[Material to process Boundary: Start]

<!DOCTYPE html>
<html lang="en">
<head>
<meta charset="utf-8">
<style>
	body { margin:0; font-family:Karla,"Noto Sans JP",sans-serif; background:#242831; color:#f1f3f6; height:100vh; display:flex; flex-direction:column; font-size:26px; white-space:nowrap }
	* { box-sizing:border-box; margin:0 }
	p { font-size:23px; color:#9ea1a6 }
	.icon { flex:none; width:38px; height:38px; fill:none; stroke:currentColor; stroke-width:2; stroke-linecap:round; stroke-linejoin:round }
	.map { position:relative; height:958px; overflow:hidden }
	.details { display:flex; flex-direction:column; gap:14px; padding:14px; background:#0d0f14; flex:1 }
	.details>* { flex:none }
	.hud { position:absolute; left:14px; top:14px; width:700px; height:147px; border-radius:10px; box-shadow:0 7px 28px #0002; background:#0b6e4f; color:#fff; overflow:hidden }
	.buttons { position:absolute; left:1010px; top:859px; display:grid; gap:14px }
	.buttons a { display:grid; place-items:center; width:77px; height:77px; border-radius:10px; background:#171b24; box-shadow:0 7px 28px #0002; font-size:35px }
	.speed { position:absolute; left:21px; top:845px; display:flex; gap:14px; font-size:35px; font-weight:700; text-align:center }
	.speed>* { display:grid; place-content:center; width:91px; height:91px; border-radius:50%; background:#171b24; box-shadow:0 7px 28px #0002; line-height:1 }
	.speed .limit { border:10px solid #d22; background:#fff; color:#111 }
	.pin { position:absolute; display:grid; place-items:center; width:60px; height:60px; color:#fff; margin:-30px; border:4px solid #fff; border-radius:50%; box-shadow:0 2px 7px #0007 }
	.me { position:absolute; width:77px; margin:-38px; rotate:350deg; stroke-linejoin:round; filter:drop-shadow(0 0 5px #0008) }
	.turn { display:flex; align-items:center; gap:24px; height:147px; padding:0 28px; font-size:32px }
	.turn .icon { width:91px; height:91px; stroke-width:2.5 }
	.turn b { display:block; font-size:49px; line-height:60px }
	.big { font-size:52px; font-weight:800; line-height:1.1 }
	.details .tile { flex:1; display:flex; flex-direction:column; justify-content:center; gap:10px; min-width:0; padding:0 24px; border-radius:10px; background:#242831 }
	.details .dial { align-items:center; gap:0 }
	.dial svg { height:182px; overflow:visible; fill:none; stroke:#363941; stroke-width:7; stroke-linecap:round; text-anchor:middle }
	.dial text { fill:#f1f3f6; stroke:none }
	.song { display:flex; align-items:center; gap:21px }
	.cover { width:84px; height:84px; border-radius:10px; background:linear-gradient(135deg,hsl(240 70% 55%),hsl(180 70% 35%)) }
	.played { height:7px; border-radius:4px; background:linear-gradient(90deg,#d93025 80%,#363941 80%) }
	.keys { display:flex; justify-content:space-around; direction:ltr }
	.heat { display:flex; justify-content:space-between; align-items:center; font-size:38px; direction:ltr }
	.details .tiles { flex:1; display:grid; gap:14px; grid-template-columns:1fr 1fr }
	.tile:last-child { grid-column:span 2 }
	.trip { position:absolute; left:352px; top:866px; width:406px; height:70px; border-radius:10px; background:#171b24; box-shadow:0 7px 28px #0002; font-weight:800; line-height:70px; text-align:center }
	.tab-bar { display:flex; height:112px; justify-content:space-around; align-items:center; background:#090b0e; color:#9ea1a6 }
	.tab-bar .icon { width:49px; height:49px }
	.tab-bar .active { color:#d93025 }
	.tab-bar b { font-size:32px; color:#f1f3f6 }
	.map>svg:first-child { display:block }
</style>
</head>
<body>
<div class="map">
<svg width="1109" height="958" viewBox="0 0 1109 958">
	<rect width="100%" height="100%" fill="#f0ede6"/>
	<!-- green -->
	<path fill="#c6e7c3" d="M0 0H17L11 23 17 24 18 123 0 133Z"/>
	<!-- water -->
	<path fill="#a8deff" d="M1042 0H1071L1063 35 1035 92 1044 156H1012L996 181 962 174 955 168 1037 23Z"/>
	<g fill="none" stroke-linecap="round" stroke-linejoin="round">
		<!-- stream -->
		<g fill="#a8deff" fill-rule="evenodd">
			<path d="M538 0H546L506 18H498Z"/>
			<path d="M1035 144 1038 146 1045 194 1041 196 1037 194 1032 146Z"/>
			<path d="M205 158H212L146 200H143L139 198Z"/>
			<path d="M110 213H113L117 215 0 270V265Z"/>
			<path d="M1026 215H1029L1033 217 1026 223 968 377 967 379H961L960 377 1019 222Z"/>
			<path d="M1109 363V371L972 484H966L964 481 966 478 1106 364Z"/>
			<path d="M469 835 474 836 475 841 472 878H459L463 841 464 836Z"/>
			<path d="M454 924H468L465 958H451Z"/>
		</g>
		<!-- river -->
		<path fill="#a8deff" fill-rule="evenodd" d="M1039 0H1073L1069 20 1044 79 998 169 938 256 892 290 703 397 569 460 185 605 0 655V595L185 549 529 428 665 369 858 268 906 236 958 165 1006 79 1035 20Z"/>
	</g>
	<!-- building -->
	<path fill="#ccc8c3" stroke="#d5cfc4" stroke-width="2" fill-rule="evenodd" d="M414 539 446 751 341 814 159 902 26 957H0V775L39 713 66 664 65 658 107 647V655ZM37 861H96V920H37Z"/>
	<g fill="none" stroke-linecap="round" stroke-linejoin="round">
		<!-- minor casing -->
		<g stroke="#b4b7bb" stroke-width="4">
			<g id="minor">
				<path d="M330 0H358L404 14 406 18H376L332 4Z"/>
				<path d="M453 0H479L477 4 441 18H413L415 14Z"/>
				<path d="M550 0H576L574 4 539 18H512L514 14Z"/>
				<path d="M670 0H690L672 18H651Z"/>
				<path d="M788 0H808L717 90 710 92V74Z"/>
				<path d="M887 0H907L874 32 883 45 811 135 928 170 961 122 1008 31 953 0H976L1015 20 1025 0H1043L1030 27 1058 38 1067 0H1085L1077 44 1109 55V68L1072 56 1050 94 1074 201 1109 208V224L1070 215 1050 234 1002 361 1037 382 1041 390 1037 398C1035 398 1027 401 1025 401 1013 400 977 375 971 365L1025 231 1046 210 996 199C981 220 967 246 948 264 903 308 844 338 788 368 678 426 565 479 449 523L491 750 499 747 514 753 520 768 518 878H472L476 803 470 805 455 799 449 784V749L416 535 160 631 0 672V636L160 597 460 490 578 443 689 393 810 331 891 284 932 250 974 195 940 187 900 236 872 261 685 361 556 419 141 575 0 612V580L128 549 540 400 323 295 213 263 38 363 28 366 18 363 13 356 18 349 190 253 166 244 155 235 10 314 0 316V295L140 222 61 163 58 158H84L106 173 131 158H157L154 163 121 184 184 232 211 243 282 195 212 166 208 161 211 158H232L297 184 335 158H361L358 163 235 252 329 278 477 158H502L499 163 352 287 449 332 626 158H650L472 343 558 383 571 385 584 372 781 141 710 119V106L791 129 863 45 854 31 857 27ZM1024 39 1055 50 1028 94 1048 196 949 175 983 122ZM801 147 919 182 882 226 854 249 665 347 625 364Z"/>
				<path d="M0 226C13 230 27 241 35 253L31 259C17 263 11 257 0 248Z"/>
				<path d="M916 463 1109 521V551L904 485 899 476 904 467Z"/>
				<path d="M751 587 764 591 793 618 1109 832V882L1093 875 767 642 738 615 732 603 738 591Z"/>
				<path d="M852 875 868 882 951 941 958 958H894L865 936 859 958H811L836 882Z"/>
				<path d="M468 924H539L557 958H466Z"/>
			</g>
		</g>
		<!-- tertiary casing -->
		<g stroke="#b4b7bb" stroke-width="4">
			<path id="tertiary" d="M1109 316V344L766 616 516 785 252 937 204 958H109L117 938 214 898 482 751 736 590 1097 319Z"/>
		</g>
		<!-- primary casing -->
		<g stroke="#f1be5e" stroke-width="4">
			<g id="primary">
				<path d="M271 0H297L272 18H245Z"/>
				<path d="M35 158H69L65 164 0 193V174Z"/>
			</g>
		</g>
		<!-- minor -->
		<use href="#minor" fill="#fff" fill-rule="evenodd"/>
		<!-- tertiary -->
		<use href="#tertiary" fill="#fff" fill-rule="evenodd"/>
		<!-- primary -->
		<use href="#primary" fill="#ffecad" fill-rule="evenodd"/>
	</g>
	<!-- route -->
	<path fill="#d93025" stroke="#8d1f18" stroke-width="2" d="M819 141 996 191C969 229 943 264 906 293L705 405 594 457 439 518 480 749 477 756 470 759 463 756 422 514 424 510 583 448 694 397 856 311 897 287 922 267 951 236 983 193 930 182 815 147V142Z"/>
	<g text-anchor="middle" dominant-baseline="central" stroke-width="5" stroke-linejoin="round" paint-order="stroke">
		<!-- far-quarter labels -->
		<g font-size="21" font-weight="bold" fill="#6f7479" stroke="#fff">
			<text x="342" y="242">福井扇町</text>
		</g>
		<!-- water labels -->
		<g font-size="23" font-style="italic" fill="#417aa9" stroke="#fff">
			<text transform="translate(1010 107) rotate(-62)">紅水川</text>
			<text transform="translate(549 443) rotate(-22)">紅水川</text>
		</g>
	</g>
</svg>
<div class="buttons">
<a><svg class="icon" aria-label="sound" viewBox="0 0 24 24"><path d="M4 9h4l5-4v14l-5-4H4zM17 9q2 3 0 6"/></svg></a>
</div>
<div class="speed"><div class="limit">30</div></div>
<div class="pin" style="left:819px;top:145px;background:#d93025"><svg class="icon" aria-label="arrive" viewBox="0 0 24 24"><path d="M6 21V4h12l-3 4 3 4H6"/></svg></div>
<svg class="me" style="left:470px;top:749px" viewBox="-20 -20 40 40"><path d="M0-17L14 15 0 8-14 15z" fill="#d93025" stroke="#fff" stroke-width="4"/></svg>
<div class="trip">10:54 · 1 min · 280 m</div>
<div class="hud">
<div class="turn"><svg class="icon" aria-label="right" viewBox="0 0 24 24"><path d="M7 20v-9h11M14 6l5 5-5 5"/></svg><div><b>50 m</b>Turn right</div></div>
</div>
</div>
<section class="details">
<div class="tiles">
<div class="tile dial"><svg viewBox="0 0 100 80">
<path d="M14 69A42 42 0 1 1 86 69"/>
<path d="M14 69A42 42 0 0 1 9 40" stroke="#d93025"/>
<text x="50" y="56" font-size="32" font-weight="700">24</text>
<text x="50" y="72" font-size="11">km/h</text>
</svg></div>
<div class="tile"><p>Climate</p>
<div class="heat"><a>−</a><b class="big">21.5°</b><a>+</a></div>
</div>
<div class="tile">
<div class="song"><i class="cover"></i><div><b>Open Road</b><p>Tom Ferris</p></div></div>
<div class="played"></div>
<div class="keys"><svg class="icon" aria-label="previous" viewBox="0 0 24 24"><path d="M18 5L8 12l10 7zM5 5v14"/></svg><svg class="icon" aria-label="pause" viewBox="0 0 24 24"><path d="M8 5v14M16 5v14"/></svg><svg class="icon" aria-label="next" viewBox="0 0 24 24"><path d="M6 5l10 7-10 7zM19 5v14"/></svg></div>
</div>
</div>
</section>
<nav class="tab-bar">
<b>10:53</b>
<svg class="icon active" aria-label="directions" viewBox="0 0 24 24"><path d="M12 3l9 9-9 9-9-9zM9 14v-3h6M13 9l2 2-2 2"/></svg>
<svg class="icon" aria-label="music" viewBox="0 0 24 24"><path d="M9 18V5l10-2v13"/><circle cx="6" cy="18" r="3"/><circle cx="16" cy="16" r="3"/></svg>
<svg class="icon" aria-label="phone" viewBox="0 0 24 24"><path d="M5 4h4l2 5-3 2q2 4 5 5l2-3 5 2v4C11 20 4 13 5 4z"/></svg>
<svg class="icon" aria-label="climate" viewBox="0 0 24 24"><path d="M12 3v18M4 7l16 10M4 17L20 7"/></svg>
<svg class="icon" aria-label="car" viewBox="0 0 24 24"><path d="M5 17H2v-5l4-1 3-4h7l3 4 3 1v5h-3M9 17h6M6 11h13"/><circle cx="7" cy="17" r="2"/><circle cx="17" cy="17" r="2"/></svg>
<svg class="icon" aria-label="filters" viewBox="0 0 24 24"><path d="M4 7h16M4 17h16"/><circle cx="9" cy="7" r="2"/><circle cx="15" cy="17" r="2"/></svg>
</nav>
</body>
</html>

[Material to process Boundary: End]

Exercise prompt - Reproduce the listing word for word from its first line up to and including the line with "background:#242831; color:#f1f3f6; height:100vh;". Give no other lines.

Result below -
<!DOCTYPE html>
<html lang="en">
<head>
<meta charset="utf-8">
<style>
	body { margin:0; font-family:Karla,"Noto Sans JP",sans-serif; background:#242831; color:#f1f3f6; height:100vh; display:flex; flex-direction:column; font-size:26px; white-space:nowrap }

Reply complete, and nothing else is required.